### Your goal
Keep only the lines of the data below that contain "image", and copy them.

### Exercise data
┌──

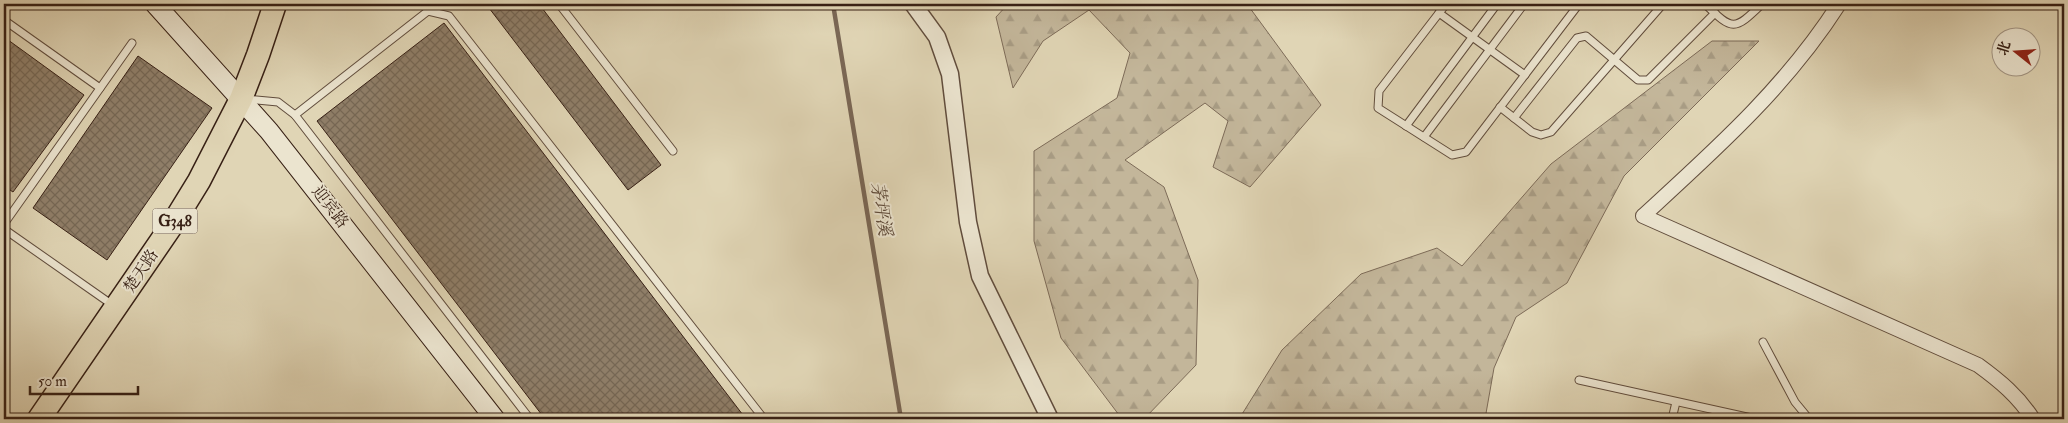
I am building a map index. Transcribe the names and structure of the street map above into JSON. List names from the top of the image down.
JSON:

└──
┌──

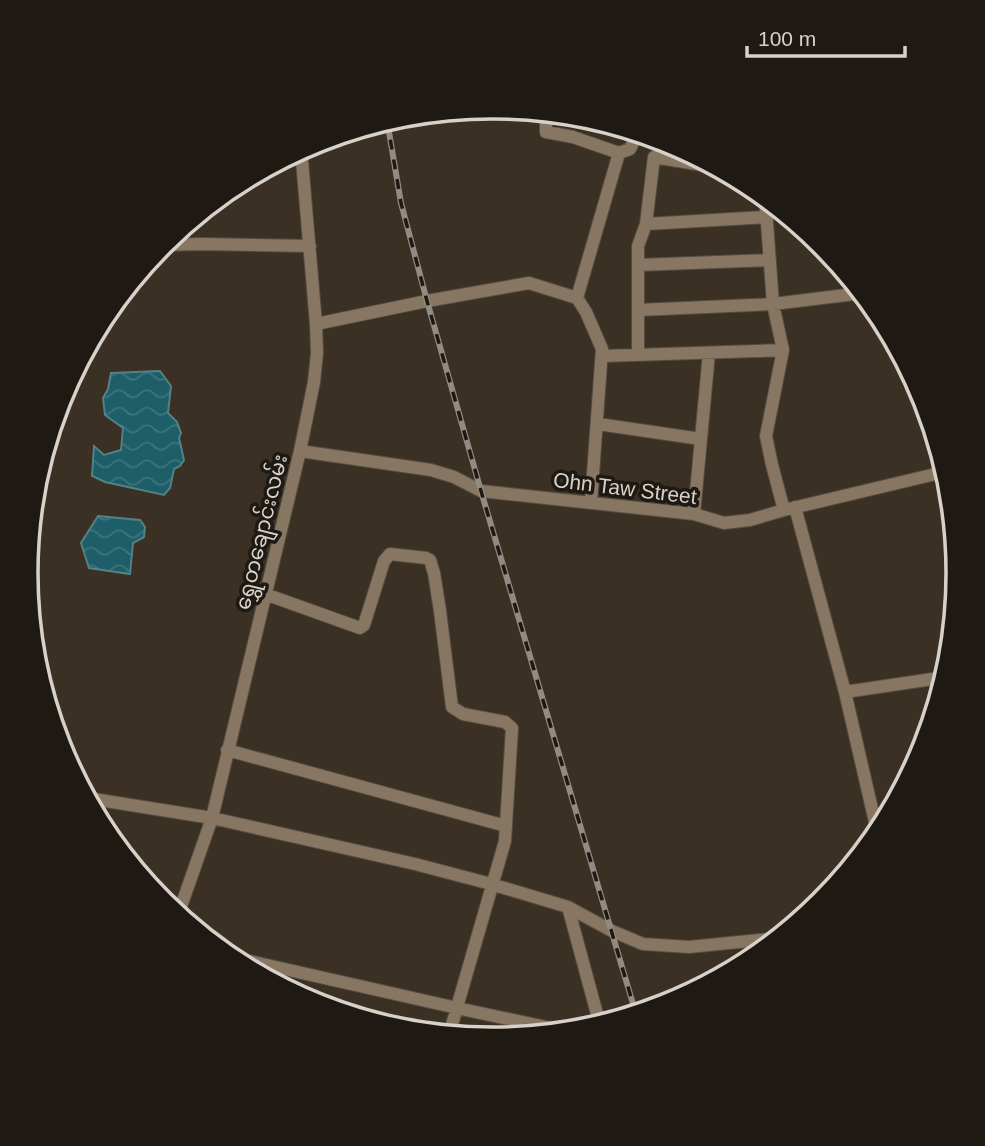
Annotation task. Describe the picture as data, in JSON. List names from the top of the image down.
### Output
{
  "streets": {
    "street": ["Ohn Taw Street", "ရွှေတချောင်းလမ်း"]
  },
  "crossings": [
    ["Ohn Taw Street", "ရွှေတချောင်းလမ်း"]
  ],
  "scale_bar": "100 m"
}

└──

### Answer to this task
I am building a map index. Transcribe the names and structure of the street map above into JSON. List names from the top of the image down.
Annotation task. Describe the picture as data, in JSON. List names from the top of the image down.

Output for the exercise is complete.